The ruling party Pakistan Tehreek-e-Insaaf (PTI) is committing one mistake after another. The latest one is the appointment of two members of the Election Commission of Pakistan (ECP) without consulting the opposition. Asking the opposition benches over the selection of the ECP members is a constitutional requirement. The government cannot violate the procedure.

The fact that the Prime Minister (PM) Imran Khan is reluctant to engage with the opposition reveals the present state of Pakistan’s current parliament and a looming crisis of governance. The government has not overcome all the hurdles in its path. It may need the cooperation of opposition in the days to come. Why is then the government keen on self-inflicted harm by widening the gap between the opposition and itself?

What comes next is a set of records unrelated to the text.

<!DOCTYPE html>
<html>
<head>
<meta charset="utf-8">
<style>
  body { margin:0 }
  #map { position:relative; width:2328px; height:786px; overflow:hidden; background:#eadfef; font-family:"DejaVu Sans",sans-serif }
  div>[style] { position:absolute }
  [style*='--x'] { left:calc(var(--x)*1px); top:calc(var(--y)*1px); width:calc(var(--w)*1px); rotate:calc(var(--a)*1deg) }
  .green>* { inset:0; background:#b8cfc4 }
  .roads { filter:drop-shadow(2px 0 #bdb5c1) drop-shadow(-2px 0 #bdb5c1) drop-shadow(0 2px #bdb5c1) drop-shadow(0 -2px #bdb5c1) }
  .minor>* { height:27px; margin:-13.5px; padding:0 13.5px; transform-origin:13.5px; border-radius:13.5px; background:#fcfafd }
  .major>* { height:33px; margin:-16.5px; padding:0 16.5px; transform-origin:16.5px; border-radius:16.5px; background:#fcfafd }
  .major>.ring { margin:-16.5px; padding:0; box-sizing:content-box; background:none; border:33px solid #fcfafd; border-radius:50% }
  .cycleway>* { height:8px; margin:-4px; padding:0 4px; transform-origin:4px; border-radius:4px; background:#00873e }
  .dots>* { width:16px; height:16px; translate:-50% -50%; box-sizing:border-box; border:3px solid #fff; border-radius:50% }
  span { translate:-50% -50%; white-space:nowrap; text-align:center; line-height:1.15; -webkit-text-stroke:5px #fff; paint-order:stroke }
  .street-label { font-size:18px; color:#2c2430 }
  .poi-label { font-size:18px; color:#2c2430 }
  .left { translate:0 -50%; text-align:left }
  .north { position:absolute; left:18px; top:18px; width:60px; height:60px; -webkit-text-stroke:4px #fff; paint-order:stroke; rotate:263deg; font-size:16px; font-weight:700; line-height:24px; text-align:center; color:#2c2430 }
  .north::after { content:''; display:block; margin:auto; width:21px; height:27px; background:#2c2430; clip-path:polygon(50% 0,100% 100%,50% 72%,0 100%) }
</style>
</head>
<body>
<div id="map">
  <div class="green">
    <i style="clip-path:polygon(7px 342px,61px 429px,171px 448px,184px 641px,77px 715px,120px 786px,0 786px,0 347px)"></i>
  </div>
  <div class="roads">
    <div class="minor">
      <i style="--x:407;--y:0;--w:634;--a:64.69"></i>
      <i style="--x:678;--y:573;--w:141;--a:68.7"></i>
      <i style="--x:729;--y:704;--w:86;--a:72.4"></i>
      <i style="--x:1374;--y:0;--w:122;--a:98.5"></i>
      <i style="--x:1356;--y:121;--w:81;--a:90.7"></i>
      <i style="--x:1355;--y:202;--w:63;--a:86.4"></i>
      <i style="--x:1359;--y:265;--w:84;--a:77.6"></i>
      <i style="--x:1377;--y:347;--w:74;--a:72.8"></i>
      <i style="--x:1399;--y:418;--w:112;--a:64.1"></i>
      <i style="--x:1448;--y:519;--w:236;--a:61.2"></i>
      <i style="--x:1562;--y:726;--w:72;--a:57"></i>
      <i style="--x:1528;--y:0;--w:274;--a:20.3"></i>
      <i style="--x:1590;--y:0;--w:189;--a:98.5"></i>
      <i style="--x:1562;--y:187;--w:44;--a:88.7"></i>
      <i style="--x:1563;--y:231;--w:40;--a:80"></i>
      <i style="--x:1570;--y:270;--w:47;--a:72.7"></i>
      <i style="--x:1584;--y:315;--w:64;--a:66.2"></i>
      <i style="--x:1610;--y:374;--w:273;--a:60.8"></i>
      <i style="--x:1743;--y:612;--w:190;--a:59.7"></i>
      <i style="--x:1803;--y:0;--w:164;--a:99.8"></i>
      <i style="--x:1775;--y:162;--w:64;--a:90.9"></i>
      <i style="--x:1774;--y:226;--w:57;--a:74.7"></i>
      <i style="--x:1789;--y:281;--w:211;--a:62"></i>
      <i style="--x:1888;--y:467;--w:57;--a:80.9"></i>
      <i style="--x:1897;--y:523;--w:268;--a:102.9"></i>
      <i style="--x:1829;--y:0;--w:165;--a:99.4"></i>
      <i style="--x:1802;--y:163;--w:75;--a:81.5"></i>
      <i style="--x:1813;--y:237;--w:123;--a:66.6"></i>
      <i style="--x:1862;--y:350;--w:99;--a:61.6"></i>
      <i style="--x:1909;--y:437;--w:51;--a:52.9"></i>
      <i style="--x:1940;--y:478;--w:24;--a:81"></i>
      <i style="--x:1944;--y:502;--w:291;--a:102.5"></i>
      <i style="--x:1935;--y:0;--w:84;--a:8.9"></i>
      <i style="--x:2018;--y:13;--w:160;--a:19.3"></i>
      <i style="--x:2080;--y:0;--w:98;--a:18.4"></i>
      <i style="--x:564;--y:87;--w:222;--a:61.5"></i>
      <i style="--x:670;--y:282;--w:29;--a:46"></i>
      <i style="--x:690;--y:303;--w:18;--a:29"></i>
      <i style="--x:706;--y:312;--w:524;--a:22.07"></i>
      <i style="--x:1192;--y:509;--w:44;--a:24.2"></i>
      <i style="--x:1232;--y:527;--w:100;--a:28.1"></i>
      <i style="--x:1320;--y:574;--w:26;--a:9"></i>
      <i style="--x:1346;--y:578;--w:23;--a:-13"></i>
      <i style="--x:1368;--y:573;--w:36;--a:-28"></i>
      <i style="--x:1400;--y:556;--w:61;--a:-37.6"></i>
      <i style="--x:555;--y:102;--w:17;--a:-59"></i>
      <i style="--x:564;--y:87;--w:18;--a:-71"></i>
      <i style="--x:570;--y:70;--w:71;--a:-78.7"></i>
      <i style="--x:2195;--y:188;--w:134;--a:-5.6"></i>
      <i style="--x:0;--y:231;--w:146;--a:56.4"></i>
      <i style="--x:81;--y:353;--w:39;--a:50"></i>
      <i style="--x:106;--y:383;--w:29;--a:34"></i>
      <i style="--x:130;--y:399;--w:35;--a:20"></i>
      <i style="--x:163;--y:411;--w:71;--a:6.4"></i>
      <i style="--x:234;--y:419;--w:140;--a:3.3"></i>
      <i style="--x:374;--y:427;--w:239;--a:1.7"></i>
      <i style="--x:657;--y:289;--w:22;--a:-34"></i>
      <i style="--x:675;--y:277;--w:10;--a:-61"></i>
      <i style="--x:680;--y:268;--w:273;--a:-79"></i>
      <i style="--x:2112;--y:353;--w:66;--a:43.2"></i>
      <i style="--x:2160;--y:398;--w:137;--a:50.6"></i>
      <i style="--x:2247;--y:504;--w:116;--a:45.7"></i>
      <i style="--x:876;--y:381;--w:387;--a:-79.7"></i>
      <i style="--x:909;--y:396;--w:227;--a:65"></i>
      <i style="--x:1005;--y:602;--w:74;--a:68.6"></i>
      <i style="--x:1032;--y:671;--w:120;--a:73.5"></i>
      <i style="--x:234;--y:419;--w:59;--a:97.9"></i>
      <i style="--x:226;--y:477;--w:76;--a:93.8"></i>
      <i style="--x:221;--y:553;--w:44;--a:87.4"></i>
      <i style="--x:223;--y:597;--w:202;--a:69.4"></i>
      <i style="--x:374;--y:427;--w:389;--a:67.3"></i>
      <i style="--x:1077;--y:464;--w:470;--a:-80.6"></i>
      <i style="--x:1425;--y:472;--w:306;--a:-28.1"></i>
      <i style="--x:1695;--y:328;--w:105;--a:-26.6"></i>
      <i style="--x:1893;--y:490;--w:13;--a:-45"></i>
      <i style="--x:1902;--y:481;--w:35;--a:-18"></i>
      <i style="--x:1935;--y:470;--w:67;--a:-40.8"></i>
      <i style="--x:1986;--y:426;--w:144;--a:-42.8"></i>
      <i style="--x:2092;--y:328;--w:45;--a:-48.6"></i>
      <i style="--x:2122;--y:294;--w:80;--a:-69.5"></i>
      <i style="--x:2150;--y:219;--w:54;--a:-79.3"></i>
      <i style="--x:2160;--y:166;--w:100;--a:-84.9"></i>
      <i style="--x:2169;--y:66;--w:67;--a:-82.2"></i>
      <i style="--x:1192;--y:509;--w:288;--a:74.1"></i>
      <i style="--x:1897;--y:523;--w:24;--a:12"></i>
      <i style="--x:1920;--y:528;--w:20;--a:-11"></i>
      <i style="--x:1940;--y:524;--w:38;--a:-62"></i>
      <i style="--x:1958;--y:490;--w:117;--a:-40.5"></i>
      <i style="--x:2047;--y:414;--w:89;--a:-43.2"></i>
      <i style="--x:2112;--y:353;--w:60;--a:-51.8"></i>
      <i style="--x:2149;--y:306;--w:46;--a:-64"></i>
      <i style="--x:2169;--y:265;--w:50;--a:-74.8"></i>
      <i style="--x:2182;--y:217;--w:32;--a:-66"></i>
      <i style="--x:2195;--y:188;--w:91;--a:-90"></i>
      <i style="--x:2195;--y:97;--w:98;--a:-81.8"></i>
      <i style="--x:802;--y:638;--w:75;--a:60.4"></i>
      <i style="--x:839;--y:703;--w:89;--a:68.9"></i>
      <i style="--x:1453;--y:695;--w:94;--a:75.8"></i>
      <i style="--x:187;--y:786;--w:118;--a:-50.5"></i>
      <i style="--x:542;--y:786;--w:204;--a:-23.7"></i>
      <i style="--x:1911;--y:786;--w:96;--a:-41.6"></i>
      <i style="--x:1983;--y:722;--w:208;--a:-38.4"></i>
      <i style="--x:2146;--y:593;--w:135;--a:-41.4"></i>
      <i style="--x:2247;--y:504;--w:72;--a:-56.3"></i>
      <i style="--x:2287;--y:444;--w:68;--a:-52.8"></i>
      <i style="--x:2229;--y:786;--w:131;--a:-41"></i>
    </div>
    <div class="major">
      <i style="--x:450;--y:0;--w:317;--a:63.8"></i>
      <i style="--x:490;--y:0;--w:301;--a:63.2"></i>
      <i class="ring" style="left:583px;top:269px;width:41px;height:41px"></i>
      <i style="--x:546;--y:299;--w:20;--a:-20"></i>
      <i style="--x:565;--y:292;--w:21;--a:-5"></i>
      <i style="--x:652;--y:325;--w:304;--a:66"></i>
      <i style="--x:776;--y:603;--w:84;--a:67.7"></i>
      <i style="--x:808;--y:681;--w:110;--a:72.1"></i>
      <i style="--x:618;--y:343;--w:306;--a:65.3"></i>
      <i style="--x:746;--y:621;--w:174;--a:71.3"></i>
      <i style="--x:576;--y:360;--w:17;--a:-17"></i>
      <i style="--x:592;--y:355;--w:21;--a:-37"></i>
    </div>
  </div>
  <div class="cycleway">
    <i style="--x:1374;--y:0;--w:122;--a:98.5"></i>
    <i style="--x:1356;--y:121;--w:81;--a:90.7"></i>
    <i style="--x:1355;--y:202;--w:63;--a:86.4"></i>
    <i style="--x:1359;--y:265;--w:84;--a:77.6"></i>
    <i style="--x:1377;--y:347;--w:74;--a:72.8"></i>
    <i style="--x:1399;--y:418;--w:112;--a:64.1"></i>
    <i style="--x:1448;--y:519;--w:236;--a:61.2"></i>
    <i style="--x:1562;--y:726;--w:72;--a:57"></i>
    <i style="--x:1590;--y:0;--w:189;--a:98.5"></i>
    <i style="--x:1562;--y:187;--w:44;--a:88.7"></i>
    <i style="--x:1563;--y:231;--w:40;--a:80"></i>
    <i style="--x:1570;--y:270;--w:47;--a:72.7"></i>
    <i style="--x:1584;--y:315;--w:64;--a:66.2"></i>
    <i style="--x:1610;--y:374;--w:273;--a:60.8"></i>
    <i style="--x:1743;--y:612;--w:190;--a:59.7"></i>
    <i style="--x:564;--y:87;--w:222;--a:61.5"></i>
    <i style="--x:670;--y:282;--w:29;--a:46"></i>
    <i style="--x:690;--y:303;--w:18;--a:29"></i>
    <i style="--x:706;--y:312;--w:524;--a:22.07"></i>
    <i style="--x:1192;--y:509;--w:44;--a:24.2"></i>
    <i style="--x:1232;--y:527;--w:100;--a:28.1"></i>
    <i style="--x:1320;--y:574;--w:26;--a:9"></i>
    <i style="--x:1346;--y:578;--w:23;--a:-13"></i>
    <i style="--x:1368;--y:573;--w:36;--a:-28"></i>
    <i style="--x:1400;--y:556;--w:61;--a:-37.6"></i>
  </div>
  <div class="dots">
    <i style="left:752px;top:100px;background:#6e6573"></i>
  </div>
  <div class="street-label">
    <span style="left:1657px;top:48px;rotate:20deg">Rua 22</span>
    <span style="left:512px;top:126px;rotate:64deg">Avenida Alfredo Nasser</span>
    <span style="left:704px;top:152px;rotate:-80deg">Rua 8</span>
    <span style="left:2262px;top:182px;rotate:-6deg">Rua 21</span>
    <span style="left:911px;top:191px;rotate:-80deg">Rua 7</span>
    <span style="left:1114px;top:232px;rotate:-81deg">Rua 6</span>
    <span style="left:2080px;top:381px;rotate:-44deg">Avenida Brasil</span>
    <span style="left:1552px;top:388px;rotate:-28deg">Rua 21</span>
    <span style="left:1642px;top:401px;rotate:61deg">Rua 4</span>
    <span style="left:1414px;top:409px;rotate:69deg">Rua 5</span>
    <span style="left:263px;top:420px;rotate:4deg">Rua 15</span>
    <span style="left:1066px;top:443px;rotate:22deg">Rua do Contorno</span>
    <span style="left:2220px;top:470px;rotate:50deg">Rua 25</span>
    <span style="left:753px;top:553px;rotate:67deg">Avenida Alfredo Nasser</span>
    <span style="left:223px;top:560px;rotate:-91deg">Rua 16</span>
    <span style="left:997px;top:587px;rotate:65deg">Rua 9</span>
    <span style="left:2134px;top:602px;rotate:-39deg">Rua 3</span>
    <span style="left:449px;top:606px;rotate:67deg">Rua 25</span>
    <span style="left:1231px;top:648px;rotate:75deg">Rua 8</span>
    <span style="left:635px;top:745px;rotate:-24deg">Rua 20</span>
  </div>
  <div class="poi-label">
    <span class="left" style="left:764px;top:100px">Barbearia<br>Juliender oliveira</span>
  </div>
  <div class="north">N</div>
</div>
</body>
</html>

Moreover, the PM is going against his own words when his government acts in such a unilateral manner. Quite contrary to what he said, the government is not taking along opposition on issues of national concern. Nor is his party heeding to any sincere piece of advice from the opposition benches. The opposition benches have been saying that ECP is not impartial for a long time.

Nevertheless, the government move to appoint its nominees, as members of ECP will severely damage the reputation of the ECP. Why is the government not consulting the opposition over such vital issues? Does the ruling party think that the other half of the parliament has no role in the decision-making process? If PTI thinks of Pakistan as a democratic country, then it cannot take decisions on its own.

From the very beginning, the government has shown an attitude of contempt towards the opposition benches. Especially in the case of appointing members of ECP, the government has violated the procedure that is laid down in the constitution. The contempt that the ruling party shows to the opposition tells something disturbing about PTI. It reveals that the ruling party does not understand how democratic setups function. Is this the right way to do politics and rule the country, if one may ask the PTI leadership?

Before anything else, PTI needs to show some political maturity if it can. It is opposition’s task to debate the government choices and hold her accountable for her actions. Opposition benches in the parliament are the first tier of check and balances that democracy imposes on the government. The ruling party should know it better than anyone else that opposition’s criticism of its policies does not mean obstruction in its functioning. The day PTI understands this fine point will be the day when the government will take the opposition on board.